Diddy blud OpSec guide
Sections
[SX0] preamble
[SX1] tactics without running the forum
[SX2] tactics If LEA controls the forum
[SX3] aftermath: once they have identifying information
[SX0] preamble:
Law Enforcement Officers (LEOs) from Law Enforcement Administrations (LEAs) have a multitude of tactics and tools to try to catch people visiting CP forums ("Pedo-boards") or downloading on topic content.
This piece tries to give a glimpse on these, it does not try to be exhaustive, but shows the variety of what has been observed in the wild and has been confirmed or suspected to be from LEAs.
I write suspected because some of these were not positively identified as part of a live active LEA arsenal but could also have been used
- by blackmailers whom in turn could hand over information to LEA
- by vigilantes (Pedo Hunters) whom could try to locate us and conduct a campaign of destruction
- by researchers doing studies that will lead to LEA tools.
It will not try to address personal plausible deniability, the arrest interrogation techniques to obtain keys or other information about the techniques for taking over a server ...
[SX1] Without running the forum themselves:
1) metadata information : When a user shares one or several files, part of the file is the data that is used to playback/display the content, part of the file is information describing the data. Some software will include identifying information: GPS coordinates, computer username, software license number, phone identification number, hardware model and serial number, date and time of capture with timezone, operating system unique id, cloud software sessionID, source files hashes, etc. EXIF is the de-facto standard container holding these for pictures and movies.

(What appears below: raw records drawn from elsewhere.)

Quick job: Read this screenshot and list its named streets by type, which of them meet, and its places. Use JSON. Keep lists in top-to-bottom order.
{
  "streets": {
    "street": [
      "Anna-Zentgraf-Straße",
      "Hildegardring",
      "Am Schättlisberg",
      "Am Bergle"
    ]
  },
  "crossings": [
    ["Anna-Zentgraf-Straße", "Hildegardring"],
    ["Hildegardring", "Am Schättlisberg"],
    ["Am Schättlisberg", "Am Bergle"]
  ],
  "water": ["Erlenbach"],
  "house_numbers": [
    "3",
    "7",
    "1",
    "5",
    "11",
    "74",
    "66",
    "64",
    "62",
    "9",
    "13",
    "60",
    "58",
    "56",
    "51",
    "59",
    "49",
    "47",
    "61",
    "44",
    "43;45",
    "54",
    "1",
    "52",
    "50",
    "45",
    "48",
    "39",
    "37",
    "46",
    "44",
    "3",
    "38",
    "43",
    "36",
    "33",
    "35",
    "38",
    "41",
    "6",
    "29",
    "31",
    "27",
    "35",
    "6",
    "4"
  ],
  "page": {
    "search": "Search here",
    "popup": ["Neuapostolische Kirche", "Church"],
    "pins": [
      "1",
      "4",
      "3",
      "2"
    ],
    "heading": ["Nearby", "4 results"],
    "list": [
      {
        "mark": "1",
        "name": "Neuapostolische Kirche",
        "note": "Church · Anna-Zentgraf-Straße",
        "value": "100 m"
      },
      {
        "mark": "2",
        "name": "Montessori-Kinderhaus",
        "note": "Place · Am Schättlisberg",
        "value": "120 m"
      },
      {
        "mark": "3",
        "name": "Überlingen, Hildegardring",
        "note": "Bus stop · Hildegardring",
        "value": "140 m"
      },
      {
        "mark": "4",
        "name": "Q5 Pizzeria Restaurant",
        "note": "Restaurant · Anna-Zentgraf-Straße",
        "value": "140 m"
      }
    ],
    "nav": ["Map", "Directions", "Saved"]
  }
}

Law enforcement administrations and child protection services "crawl" (they explore) CP sharing sites to download any content, and will gather basic and extended information to tag the content in their investigation database and, if the LEA is equipped, a "Secure Digital Evidence Vault"
illustration of what could be in the database entry:
- file names list starting with first observed/oldest name
- file size
- first observed date
- rarity
- checksum of the file (give the file a unique identifying string, that should be unique among all other files, to be able to quickly assess if it was already shared, if it was a variant, etc and to access quickly its detailed information in a database)
- locality assessment
- language assessment
- list of text strings visible
- list of audio words spoken
- metadata container, including
... date of capture of the data
..."capture/video taken" dates and hours
...camera model and ID
...GPS coordinates
...creator username
They usually won't care much about the little details but still they most likely grab the full container
locality and language assessment will be based on metadata as well as visual and audio clues : a book cover , wall illustrations, furniture, makeup and other products brands, names on tatoos.
They use AI models to get a language and location along with words and texts. Other models will give size and location of skin marks on a body, estimate ages, and these will be used in investigations to confirm. We live in the AI era. Paranoid countries spend a lot of money funding research, and it's not for the good of the people. They promote mass robotic examination rather than precision pincers investigation. But we digress.
If metadata are precise enough to geographically identify the producer who created the content, they will transmit the information to local law enforcement contacts, and those will in turn move to build a judiciary case, depending on the "urgency". If the content was created recently, the case is urgent and might be built in a matter of weeks, or even days if the content shows a child in high distress (hurtcore of babies/toddlers, kidnapping etc)
International cooperation means pictures, videos and texts are shared between countries for incremental analysis.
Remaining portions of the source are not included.